"""
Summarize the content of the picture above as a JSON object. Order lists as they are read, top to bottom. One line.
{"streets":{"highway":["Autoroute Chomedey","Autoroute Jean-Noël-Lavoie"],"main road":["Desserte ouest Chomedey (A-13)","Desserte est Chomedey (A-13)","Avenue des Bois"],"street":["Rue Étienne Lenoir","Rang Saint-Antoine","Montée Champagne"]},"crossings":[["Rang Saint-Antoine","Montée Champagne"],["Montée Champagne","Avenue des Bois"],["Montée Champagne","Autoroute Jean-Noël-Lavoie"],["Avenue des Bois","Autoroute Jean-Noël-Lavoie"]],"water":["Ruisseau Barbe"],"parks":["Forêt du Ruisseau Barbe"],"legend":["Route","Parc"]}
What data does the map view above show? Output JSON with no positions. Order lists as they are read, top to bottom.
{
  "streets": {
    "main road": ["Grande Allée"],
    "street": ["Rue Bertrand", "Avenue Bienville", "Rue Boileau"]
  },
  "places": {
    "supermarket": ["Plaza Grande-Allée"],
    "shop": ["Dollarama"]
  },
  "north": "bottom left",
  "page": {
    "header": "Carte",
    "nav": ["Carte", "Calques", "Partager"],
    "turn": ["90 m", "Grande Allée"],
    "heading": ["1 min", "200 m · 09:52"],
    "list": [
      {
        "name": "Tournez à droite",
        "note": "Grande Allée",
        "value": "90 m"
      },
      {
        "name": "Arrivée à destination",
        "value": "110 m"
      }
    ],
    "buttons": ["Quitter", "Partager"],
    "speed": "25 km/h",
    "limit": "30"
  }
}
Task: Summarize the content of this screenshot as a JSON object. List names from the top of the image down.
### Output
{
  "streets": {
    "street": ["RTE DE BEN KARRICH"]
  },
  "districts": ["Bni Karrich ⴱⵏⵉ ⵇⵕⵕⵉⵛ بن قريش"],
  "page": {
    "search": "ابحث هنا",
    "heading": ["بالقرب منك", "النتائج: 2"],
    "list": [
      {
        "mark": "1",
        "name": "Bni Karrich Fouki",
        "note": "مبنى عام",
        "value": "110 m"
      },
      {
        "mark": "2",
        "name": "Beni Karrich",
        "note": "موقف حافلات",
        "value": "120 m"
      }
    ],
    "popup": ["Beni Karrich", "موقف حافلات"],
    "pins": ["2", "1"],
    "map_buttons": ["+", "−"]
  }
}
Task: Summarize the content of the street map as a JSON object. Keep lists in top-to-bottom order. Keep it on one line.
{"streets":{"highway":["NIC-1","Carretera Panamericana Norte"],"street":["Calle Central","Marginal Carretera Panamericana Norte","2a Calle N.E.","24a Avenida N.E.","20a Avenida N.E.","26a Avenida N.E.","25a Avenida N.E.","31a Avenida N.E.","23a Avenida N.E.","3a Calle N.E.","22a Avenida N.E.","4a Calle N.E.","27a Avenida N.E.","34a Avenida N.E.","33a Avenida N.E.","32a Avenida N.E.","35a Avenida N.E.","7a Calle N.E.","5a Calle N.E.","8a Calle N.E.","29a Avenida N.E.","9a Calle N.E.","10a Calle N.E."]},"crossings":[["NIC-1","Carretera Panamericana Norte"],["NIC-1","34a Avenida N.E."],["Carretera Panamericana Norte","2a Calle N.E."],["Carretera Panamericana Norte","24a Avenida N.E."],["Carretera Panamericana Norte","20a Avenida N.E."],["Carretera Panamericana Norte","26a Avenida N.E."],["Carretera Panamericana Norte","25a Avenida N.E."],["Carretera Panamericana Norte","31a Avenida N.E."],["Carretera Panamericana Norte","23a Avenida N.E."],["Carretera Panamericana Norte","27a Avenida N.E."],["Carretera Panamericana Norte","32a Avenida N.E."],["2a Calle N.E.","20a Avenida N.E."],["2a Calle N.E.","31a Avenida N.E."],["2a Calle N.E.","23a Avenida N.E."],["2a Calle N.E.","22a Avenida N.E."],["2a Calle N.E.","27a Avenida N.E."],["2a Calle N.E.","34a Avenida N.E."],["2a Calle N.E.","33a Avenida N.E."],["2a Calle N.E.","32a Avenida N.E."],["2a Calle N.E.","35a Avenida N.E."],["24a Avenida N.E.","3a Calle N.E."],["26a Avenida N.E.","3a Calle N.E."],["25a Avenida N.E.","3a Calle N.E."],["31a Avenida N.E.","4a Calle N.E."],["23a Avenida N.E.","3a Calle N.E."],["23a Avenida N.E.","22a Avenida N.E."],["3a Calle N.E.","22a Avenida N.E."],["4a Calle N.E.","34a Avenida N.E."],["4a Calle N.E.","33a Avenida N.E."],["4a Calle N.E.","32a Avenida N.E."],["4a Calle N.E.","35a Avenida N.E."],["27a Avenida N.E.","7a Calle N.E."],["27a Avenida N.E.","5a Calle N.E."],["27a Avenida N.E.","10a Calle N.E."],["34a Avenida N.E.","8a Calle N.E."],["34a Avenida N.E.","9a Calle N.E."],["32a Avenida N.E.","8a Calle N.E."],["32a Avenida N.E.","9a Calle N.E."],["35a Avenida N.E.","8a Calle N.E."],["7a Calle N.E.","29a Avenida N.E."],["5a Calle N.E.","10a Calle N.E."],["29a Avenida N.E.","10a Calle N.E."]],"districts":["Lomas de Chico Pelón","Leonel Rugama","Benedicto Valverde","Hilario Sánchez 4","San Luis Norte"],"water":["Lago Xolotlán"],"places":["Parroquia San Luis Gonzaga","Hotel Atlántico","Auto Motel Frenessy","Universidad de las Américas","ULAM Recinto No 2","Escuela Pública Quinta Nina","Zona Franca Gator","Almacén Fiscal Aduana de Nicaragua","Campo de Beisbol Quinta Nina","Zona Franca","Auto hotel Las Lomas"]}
"""
What to produce – Return all lines in the entries above that carry the word "حافلات".

Reply –
        "note": "موقف حافلات",
    "popup": ["Beni Karrich", "موقف حافلات"],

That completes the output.